===== Data for this exercise =====
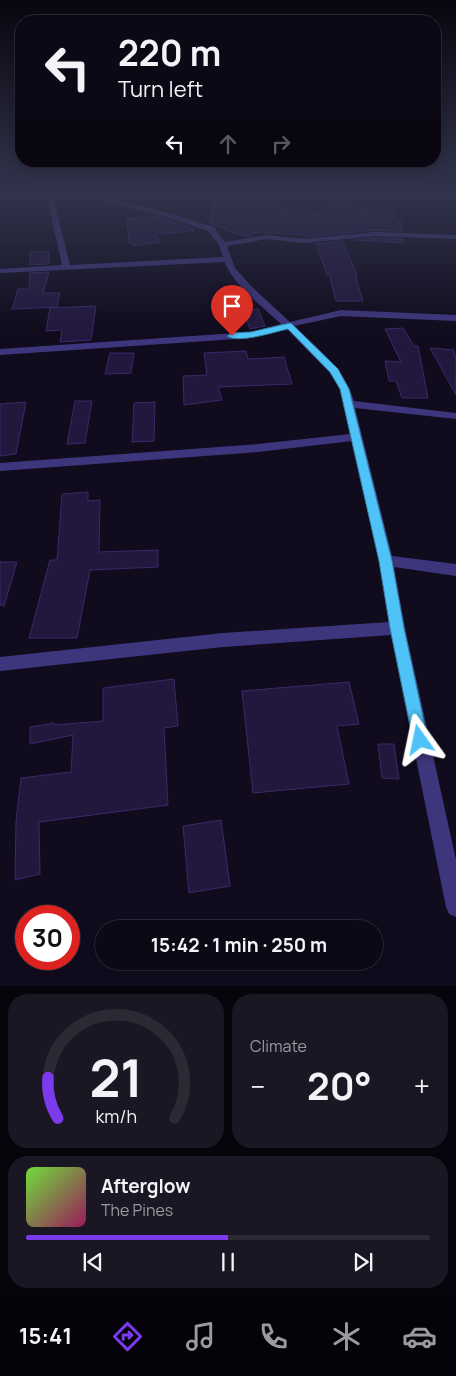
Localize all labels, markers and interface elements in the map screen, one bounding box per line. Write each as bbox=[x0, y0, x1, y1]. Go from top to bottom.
text: 220 m bbox=[118, 29, 221, 77]
icon: left bbox=[35, 35, 100, 100]
text: Turn left bbox=[118, 74, 203, 104]
icon: left bbox=[161, 130, 189, 158]
icon: ahead bbox=[214, 130, 242, 158]
icon: right bbox=[267, 130, 295, 158]
pin bbox=[211, 285, 253, 336]
icon: arrive bbox=[218, 292, 246, 320]
position arrow bbox=[393, 713, 445, 765]
speed limit sign: 30 bbox=[15, 905, 80, 970]
text: 15:42 · 1 min · 250 m bbox=[151, 932, 327, 958]
text: Climate bbox=[250, 1035, 307, 1057]
text: 21 bbox=[89, 1042, 143, 1113]
text: 20° bbox=[307, 1059, 372, 1111]
text: − bbox=[250, 1067, 265, 1105]
text: + bbox=[414, 1067, 430, 1105]
text: km/h bbox=[95, 1104, 137, 1128]
text: Afterglow bbox=[101, 1173, 190, 1199]
text: The Pines bbox=[101, 1199, 173, 1221]
icon: previous bbox=[79, 1248, 107, 1276]
icon: pause bbox=[214, 1248, 242, 1276]
icon: next bbox=[349, 1248, 377, 1276]
icon: directions bbox=[110, 1319, 145, 1354]
icon: music bbox=[183, 1319, 218, 1354]
icon: phone bbox=[256, 1319, 291, 1354]
icon: climate bbox=[329, 1319, 364, 1354]
icon: car bbox=[402, 1319, 437, 1354]
text: 15:41 bbox=[19, 1321, 72, 1351]

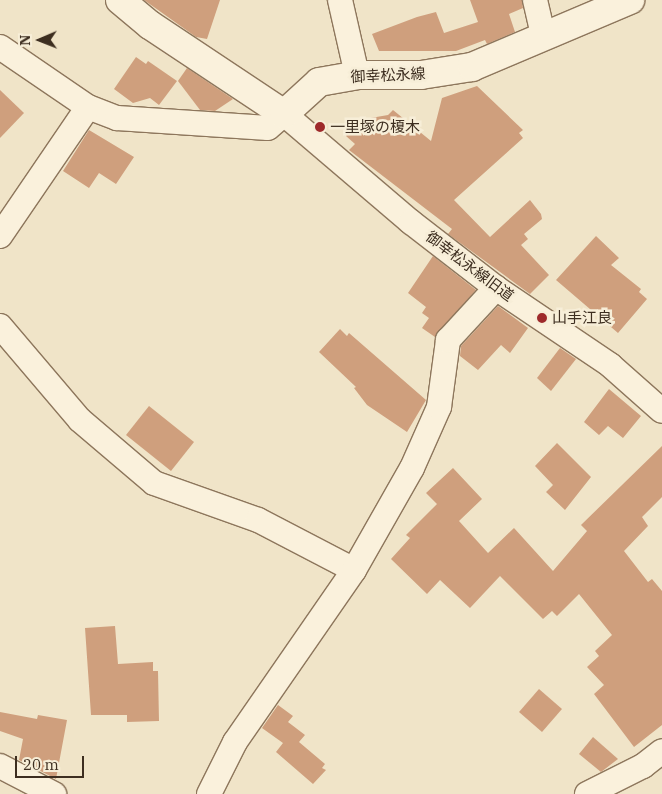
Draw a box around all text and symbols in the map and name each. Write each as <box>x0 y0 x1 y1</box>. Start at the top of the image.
north arrow <box>15 15 65 65</box>
text: N <box>16 35 34 46</box>
street label: 御幸松永線 <box>350 64 426 86</box>
place label: 一里塚の榎木 <box>330 118 420 136</box>
marker: 一里塚の榎木 <box>314 121 326 133</box>
street label: 御幸松永線旧道 <box>423 227 517 305</box>
place label: 山手江良 <box>552 309 612 327</box>
marker: 山手江良 <box>536 312 548 324</box>
scale bar <box>18 746 86 778</box>
text: 20 m <box>23 755 59 774</box>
=====
Task item: For this exercise, restate the material exactly and skip every picture.

Result below:
Localize all labels, markers and interface elements in the map screen, one bounding box per line. Write each as bbox=[x0, y0, x1, y1]. Go from top to bottom.
text: 220 m bbox=[118, 29, 221, 77]
icon: left bbox=[35, 35, 100, 100]
text: Turn left bbox=[118, 74, 203, 104]
icon: left bbox=[161, 130, 189, 158]
icon: ahead bbox=[214, 130, 242, 158]
icon: right bbox=[267, 130, 295, 158]
pin bbox=[211, 285, 253, 336]
icon: arrive bbox=[218, 292, 246, 320]
position arrow bbox=[393, 713, 445, 765]
speed limit sign: 30 bbox=[15, 905, 80, 970]
text: 15:42 · 1 min · 250 m bbox=[151, 932, 327, 958]
text: Climate bbox=[250, 1035, 307, 1057]
text: 21 bbox=[89, 1042, 143, 1113]
text: 20° bbox=[307, 1059, 372, 1111]
text: − bbox=[250, 1067, 265, 1105]
text: + bbox=[414, 1067, 430, 1105]
text: km/h bbox=[95, 1104, 137, 1128]
text: Afterglow bbox=[101, 1173, 190, 1199]
text: The Pines bbox=[101, 1199, 173, 1221]
icon: previous bbox=[79, 1248, 107, 1276]
icon: pause bbox=[214, 1248, 242, 1276]
icon: next bbox=[349, 1248, 377, 1276]
icon: directions bbox=[110, 1319, 145, 1354]
icon: music bbox=[183, 1319, 218, 1354]
icon: phone bbox=[256, 1319, 291, 1354]
icon: climate bbox=[329, 1319, 364, 1354]
icon: car bbox=[402, 1319, 437, 1354]
text: 15:41 bbox=[19, 1321, 72, 1351]

Draw a box around all text and symbols in the map and name each. Write each as <box>x0 y0 x1 y1</box>. Start at the top of the image.
north arrow <box>15 15 65 65</box>
text: N <box>16 35 34 46</box>
street label: 御幸松永線 <box>350 64 426 86</box>
place label: 一里塚の榎木 <box>330 118 420 136</box>
marker: 一里塚の榎木 <box>314 121 326 133</box>
street label: 御幸松永線旧道 <box>423 227 517 305</box>
place label: 山手江良 <box>552 309 612 327</box>
marker: 山手江良 <box>536 312 548 324</box>
scale bar <box>18 746 86 778</box>
text: 20 m <box>23 755 59 774</box>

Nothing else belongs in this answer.